What the patch changes
- Adds a dedicated mutex to serialize flush callers:
  - New field `struct mutex cache_flush_lock` in `struct panthor_gpu`
    (struct currently starts at
    `drivers/gpu/drm/panthor/panthor_gpu.c:26`).
  - Initializes it in `panthor_gpu_init()` alongside existing locks/wq
    (near `drivers/gpu/drm/panthor/panthor_gpu.c:166` where
    `spin_lock_init()` and `init_waitqueue_head()` are done).

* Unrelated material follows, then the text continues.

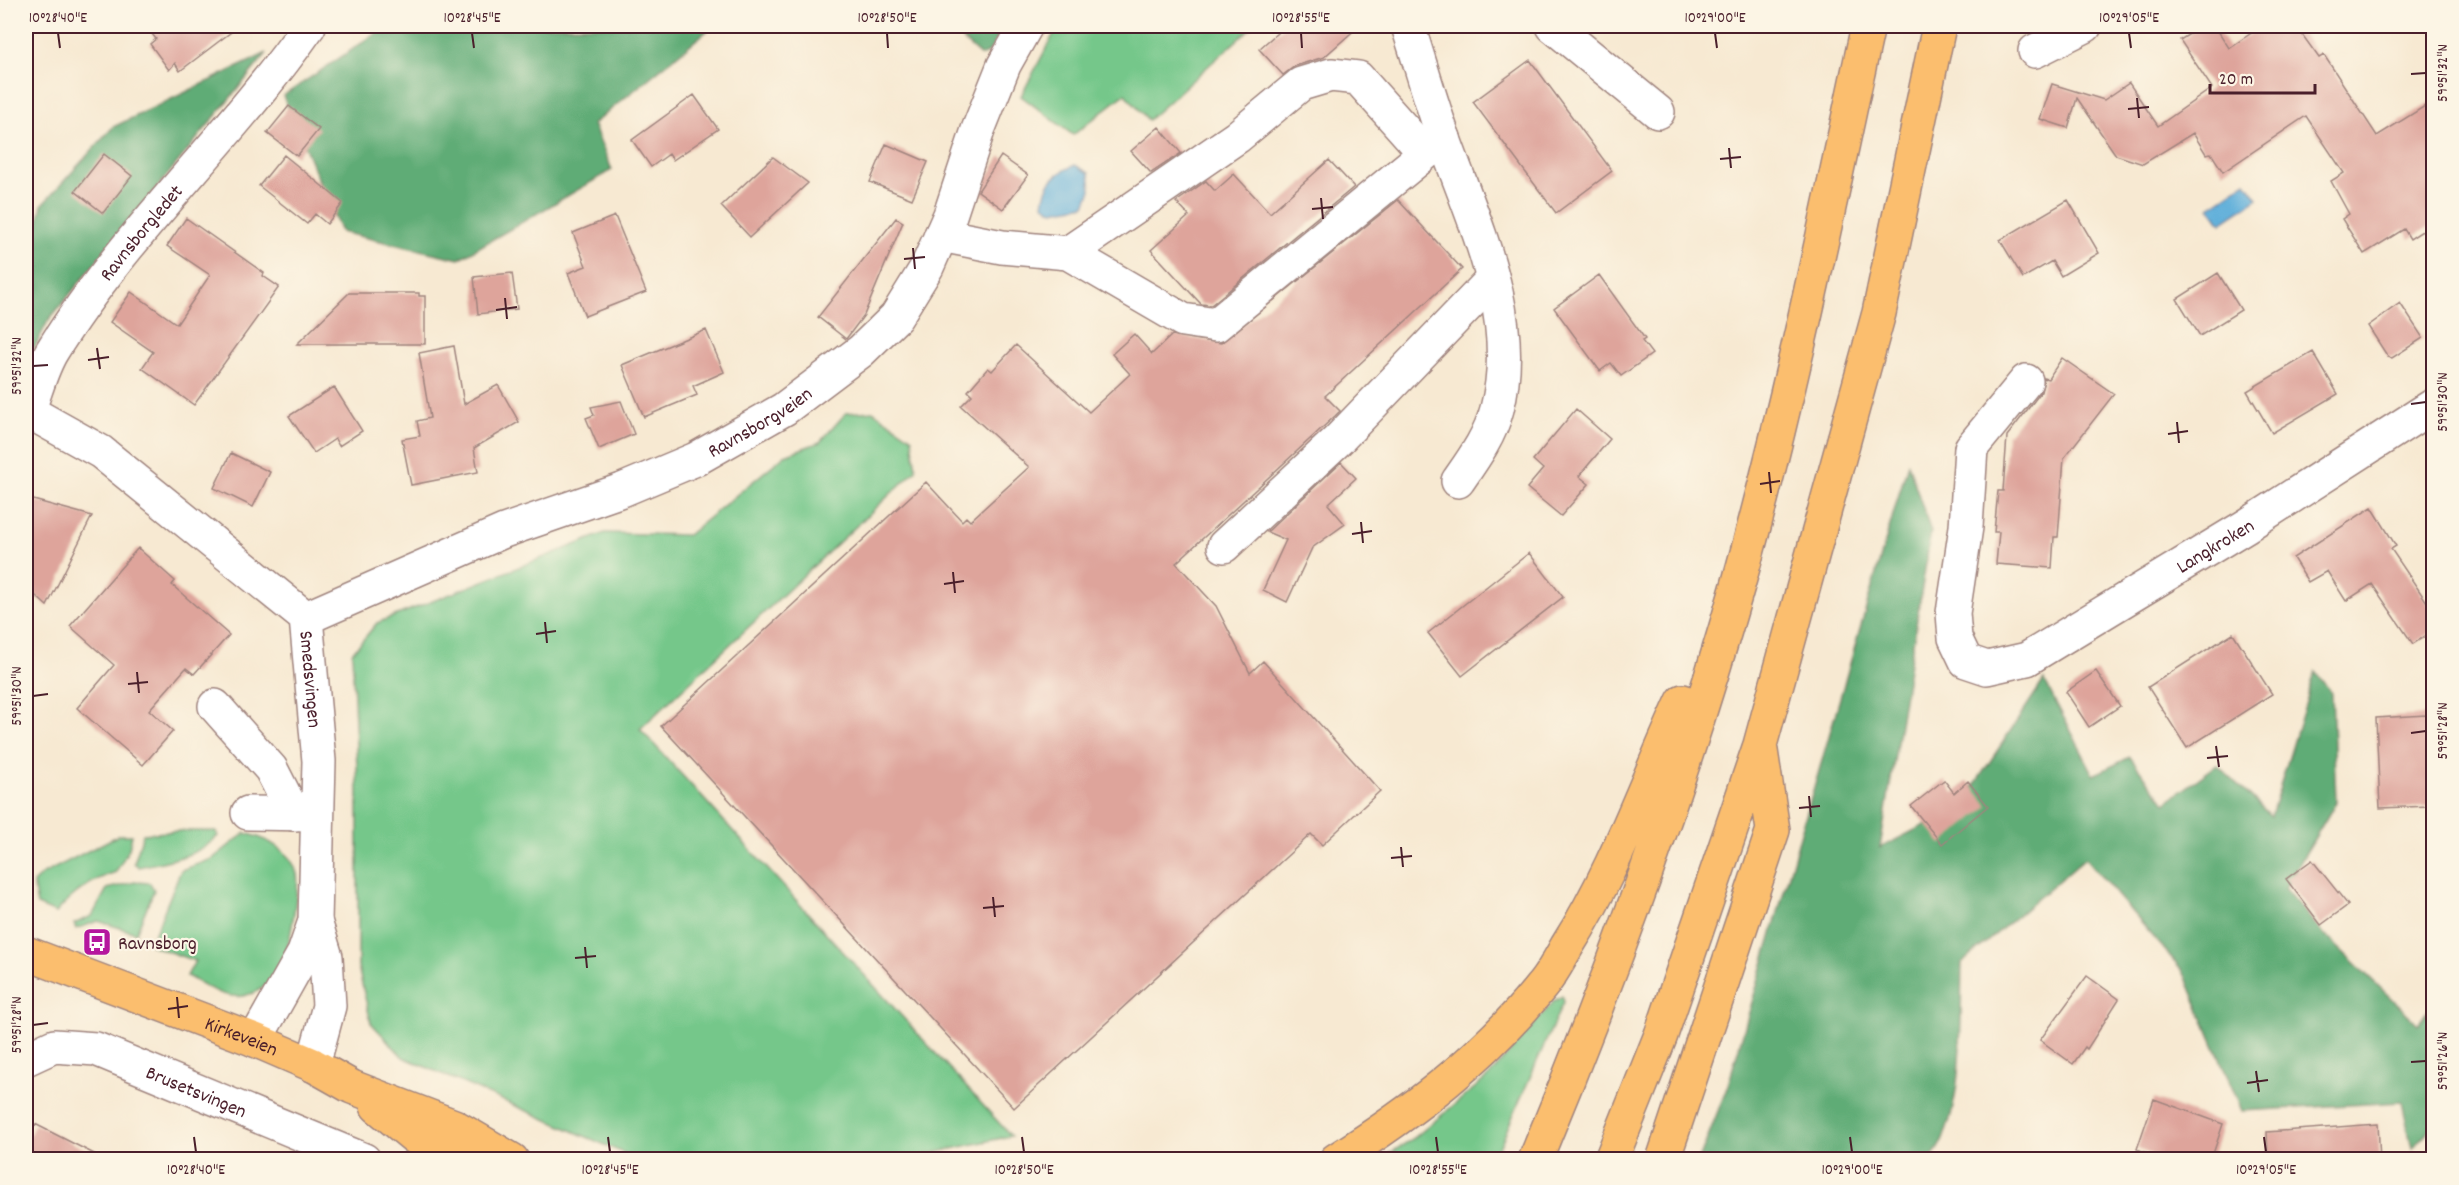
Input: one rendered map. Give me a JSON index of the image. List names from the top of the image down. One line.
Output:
{"streets":{"main road":["Kirkeveien"],"street":["Ravnsborgledet","Ravnsborgveien","Langkroken","Smedsvingen","Brusetsvingen"]},"crossings":[["Ravnsborgledet","Smedsvingen"],["Ravnsborgveien","Smedsvingen"],["Smedsvingen","Kirkeveien"]],"places":{"bus stop":["Ravnsborg"]},"scale_bar":"20 m","coordinates":["10°28'40\"E","10°28'45\"E","10°28'50\"E","10°28'55\"E","10°29'00\"E","10°29'05\"E","59°51'32\"N","59°51'30\"N","59°51'28\"N","59°51'26\"N"]}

  - Wraps `panthor_gpu_flush_caches()` entry with
    `guard(mutex)(&ptdev->gpu->cache_flush_lock);`, ensuring only one
    caller issues a flush command and waits at a time (function starts
    at `drivers/gpu/drm/panthor/panthor_gpu.c:350`).
- Effectively guarantees that each flush request results in a hardware
  flush. Without the mutex, concurrent callers can “piggyback” on a
  previous flush and return without their own flush, losing the ordering
  guarantee they expect.
Scope and risk assessment
- Small and contained: One file touched
  (`drivers/gpu/drm/panthor/panthor_gpu.c`), adding a `struct mutex`
  field, its init, and a single guard in one function. No ABI, uAPI, or
  architectural changes.
- Minimal regression risk: The function already sleeps
  (`wait_event_timeout(...)` at
  `drivers/gpu/drm/panthor/panthor_gpu.c:365`), so adding a mutex
  doesn’t alter the sleepability requirements. The only in-tree caller
  is from the scheduler path
  (`drivers/gpu/drm/panthor/panthor_sched.c:2742`) under `sched->lock`,
  not IRQ/atomic context.
- Locking safety: The IRQ handler uses only the spinlock `reqs_lock`
  (see `drivers/gpu/drm/panthor/panthor_gpu.c:156`-
  `drivers/gpu/drm/panthor/panthor_gpu.c:167`) and doesn’t touch the new
  mutex, so there’s no new lock inversion with the interrupt path. The
  flush function’s existing spinlock section remains unchanged and still
  protects `pending_reqs`.
- Guard macro availability: This stable tree already uses `guard(mutex)`
  widely (for example in `virt/lib/irqbypass.c:102` et al.), so the new
  `guard(mutex)` in this driver is compatible. If needed for strict
  include hygiene, `#include <linux/cleanup.h>` can be added, but
  similar files compile without explicitly adding it.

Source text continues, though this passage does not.